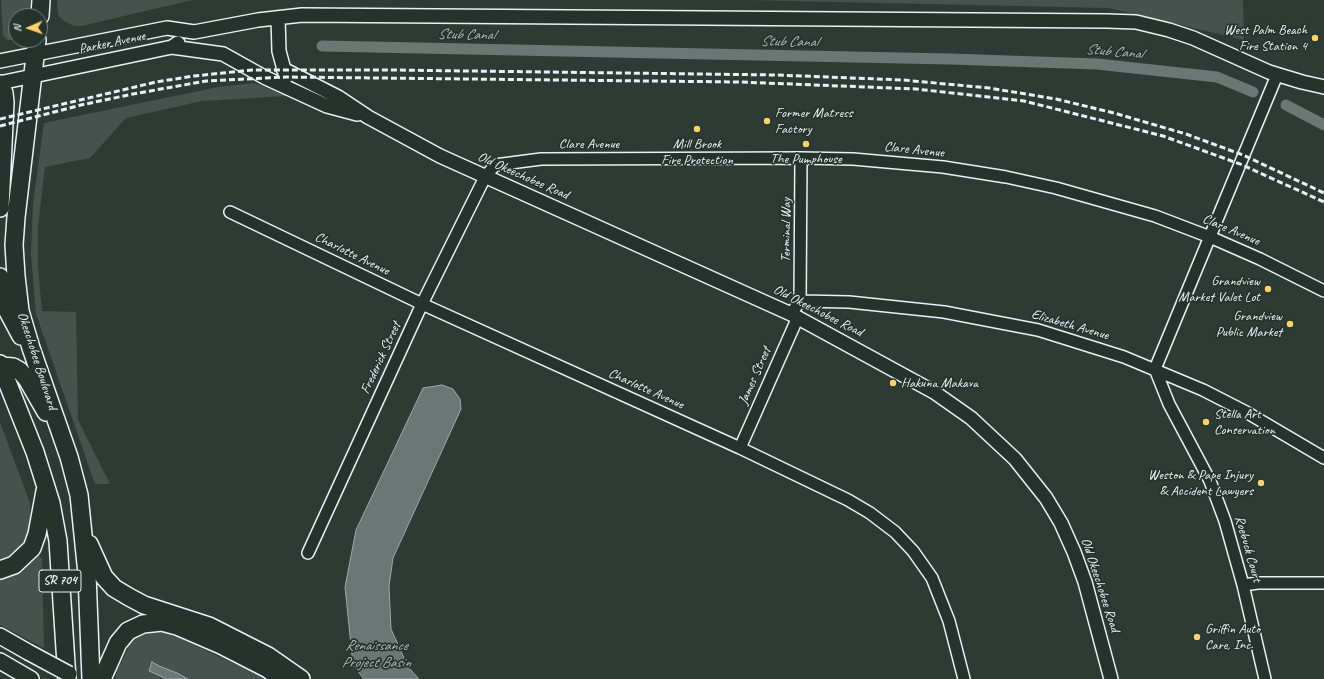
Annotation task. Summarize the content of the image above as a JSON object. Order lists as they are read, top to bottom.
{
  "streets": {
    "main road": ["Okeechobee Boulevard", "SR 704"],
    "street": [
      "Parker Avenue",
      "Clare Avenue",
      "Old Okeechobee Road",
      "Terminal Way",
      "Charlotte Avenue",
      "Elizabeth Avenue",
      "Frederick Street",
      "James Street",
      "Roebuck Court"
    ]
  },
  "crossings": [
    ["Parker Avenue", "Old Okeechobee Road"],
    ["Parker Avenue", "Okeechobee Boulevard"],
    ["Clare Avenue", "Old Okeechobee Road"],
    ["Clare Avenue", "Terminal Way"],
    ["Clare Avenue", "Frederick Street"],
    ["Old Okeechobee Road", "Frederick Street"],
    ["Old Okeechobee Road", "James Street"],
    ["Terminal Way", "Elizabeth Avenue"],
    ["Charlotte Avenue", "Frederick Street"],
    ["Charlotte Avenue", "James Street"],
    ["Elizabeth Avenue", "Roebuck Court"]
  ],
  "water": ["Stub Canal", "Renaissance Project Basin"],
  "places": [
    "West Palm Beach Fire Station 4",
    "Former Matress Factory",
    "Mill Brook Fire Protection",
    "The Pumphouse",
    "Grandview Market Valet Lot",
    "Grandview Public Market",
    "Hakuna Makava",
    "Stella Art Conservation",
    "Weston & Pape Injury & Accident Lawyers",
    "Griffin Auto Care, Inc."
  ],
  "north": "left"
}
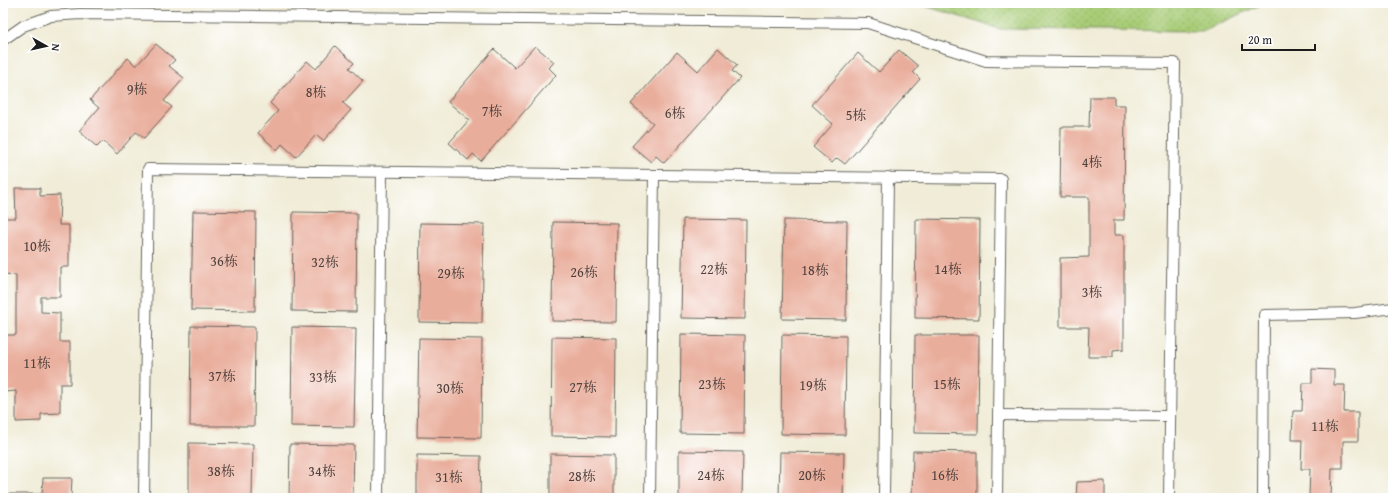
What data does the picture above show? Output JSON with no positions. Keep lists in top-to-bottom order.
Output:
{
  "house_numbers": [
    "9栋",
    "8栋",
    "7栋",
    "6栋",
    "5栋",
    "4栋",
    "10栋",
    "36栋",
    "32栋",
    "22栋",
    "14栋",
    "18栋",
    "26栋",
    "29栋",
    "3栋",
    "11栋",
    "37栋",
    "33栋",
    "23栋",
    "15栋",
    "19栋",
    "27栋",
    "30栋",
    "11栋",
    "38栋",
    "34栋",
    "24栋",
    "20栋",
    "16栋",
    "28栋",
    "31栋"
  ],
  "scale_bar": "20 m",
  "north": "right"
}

--------

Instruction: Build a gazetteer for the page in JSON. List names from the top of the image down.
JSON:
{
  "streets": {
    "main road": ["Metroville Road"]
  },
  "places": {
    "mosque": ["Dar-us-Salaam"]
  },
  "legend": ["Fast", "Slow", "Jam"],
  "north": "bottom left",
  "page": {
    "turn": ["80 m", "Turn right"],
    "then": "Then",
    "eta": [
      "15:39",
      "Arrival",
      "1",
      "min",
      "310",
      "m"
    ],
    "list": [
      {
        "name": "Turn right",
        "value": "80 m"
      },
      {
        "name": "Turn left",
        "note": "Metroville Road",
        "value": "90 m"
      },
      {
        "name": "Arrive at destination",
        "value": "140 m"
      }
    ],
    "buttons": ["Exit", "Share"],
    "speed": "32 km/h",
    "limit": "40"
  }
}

--------

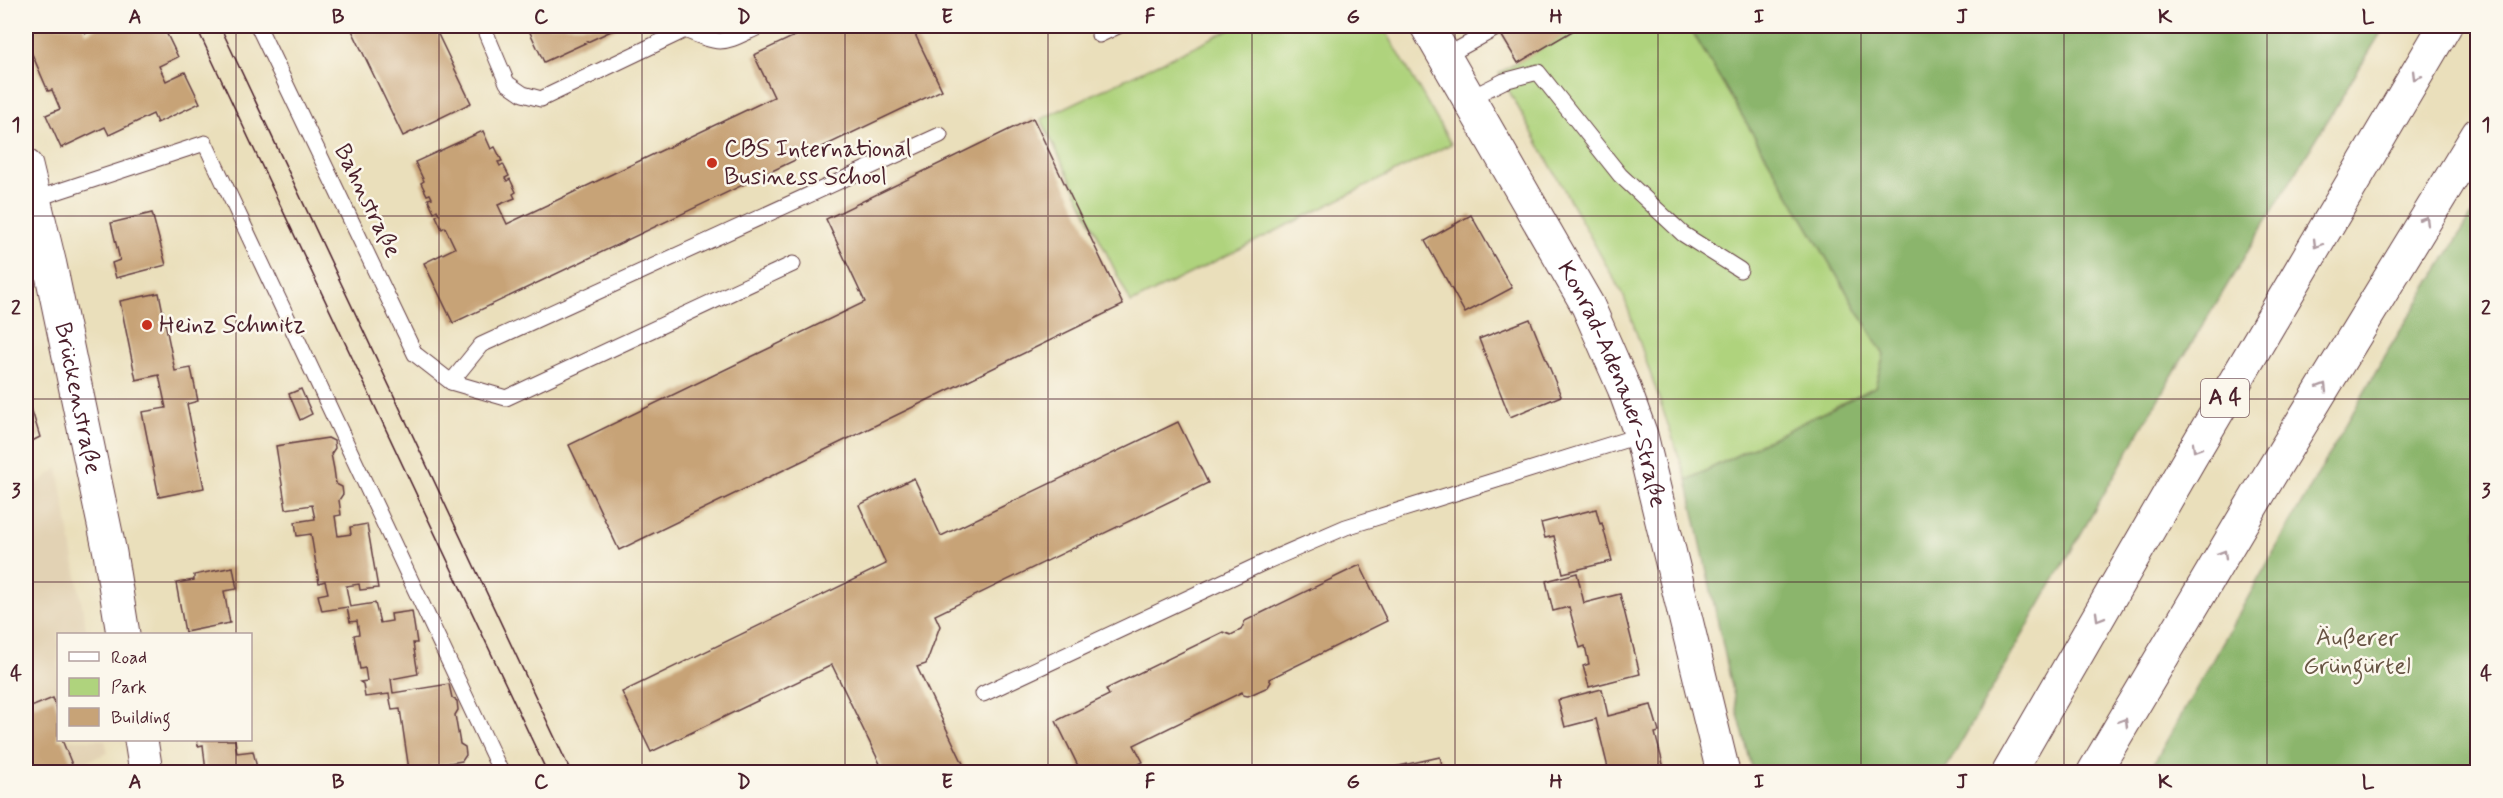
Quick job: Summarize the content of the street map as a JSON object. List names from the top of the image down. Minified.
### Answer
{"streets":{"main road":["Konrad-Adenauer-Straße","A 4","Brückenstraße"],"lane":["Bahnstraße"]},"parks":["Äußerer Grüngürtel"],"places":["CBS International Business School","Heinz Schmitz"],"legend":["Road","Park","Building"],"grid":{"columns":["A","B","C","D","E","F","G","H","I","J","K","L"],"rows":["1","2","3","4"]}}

--------

> _Work instruction_
Each line above that contains the string "from" should be copied.

> _Task solution_
Instruction: Build a gazetteer for the page in JSON. List names from the top of the image down.
Quick job: Summarize the content of the street map as a JSON object. List names from the top of the image down. Minified.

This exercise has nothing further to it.